5. Jets move up for Mark Sanchez.

In 2008, the Brett Favre–led New York  Jets have just come off a 9–7 year but failed to make the playoffs. Now it’s 2009, Favre fiiiiiinnaally retired (at least that’s what he told them he was gonna do) and head coach Eric Mangini is out. Despite losing Favre and Mangini, the Jets were still poised to be contenders. Enter Rex Ryan.  Ryan figured USC junior standout Mark Sanchez was the answer for getting the Jets over the hump and into playoff contention. Ryan wasn’t totally wrong. With a top-ranked defense and prolific running game, the Jets went to the AFC Championship game in Sanchez’s first two years behind center.
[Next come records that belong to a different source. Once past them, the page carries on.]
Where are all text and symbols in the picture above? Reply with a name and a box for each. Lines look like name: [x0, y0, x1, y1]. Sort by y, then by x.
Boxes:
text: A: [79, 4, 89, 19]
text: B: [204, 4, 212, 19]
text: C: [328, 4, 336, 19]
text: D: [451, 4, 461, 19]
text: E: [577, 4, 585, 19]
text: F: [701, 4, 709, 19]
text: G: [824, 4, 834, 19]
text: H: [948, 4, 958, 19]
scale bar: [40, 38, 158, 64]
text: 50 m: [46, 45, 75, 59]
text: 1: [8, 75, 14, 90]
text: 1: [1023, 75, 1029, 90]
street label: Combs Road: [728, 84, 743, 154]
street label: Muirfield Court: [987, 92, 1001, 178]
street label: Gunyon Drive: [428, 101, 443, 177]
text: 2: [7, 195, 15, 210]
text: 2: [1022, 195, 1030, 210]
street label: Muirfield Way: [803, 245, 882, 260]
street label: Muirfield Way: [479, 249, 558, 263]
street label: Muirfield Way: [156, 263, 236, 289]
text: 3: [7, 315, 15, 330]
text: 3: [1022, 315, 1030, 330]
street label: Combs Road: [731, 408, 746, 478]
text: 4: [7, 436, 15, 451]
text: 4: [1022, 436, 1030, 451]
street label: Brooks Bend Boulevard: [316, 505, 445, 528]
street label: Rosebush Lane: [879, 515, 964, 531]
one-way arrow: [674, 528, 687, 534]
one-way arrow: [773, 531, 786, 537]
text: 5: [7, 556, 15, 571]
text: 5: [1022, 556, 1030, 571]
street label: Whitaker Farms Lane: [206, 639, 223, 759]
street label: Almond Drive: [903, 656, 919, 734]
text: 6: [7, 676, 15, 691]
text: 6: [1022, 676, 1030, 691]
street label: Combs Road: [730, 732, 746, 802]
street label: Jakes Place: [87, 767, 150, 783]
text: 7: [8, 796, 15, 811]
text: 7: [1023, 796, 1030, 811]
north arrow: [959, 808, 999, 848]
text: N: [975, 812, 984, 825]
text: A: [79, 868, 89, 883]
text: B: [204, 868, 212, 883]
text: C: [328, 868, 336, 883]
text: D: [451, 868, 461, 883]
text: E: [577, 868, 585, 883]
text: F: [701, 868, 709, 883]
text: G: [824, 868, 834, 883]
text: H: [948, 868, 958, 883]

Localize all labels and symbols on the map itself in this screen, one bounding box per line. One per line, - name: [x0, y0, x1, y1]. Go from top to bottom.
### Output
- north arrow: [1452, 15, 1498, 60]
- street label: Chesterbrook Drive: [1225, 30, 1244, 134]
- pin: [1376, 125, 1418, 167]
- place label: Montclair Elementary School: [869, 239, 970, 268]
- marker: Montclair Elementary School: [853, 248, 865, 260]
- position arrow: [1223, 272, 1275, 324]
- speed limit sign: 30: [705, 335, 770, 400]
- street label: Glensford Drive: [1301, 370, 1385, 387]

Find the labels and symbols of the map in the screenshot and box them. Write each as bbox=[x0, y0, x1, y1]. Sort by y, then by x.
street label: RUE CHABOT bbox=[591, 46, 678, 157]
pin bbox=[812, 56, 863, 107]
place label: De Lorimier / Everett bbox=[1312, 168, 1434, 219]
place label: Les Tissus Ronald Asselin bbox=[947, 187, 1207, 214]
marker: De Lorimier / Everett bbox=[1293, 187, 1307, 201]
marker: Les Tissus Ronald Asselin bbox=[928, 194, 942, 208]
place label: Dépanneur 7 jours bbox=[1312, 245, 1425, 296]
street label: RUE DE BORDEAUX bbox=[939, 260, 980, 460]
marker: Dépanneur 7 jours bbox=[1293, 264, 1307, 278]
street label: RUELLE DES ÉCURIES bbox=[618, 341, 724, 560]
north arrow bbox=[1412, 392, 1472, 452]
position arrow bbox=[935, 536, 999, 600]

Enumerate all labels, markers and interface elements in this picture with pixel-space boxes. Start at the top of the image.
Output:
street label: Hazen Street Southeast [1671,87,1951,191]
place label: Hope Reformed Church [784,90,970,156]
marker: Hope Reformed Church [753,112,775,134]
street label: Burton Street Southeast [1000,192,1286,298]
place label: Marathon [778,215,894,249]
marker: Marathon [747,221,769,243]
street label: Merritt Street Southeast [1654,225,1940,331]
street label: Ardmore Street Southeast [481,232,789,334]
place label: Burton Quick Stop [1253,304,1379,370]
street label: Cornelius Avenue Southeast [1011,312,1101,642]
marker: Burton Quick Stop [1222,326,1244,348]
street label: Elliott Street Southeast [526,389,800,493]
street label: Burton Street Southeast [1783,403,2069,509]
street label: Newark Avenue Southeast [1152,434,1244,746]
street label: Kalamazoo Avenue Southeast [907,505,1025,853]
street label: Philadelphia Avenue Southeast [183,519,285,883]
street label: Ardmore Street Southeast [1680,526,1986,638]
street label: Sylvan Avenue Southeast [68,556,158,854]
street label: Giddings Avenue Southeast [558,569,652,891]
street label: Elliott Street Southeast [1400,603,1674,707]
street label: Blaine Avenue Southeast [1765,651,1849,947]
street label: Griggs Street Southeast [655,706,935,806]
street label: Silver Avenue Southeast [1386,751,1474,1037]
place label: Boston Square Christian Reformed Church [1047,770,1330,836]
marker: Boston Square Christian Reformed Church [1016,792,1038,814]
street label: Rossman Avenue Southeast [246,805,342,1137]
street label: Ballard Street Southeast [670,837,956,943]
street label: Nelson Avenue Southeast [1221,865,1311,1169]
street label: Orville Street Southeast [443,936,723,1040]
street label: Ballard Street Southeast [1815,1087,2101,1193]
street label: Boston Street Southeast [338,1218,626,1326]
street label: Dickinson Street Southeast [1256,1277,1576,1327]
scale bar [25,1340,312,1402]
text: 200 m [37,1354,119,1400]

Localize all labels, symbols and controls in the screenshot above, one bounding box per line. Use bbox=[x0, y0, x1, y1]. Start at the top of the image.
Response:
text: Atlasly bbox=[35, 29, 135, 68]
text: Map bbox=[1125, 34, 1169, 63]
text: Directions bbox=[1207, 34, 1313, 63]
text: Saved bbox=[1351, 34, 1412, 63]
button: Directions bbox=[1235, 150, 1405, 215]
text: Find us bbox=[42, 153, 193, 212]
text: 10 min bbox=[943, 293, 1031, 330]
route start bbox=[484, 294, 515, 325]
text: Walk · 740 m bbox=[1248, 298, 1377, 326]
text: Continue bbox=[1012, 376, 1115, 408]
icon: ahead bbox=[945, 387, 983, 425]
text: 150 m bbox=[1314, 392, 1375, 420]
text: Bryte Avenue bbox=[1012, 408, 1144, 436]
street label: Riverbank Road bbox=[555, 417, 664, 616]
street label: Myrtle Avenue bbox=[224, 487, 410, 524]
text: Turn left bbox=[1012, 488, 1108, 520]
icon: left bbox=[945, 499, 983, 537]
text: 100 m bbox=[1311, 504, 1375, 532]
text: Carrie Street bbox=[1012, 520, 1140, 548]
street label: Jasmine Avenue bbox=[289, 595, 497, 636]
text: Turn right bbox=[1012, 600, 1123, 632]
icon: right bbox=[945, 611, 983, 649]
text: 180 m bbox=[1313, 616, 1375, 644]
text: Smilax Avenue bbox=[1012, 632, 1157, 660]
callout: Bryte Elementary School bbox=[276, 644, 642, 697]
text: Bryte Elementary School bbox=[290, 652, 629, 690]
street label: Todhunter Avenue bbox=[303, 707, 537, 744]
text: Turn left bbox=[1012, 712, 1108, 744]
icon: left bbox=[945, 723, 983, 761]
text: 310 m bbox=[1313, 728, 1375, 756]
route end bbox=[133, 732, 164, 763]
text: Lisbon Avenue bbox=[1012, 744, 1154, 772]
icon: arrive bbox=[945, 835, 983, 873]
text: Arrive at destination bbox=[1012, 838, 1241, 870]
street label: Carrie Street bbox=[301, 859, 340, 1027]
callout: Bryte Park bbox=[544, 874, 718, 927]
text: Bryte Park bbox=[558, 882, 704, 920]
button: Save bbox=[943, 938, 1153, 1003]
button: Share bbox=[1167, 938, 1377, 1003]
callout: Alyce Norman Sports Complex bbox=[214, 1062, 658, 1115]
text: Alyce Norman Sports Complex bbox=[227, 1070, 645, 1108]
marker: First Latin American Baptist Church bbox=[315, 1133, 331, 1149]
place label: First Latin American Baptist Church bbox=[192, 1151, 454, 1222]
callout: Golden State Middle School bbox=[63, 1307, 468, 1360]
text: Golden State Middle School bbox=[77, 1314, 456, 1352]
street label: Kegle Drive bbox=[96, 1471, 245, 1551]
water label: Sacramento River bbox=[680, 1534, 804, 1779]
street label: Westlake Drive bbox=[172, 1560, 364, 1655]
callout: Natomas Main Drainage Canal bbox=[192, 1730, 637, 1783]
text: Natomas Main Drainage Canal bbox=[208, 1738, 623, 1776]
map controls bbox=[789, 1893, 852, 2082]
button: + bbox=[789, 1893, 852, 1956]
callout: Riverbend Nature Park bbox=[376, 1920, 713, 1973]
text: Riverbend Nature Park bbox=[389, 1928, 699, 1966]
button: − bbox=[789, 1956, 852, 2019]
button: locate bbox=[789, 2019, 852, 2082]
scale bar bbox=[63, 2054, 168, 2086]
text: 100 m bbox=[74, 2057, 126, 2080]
After that though, the only notable Sanchez moment with Gang Green came behind his offensive guard, or should I say, because of his offensive guard’s behind? –>THE BUTT FUMBLE!<– There it is. 2010 was the last time they’ve seen the postseason.

The deal:

In exchange for Cleveland’s first-round pick (5th overall), the Jets gave the Browns… get ready for it… DE Kenyon Coleman, QB/Hot Dog Vendor Brett Ratliff, Safety Abram Elam, and the first (17th) and second (52nd) picks in the ’09 draft.

Given the price they paid in a draft that saw Matt Stafford go first overall and then the final result, the Jets would’ve been better served keeping their first- and second-round picks and snagging a veteran free agent quarterback.

4. Jags move up for Blaine Gabbert.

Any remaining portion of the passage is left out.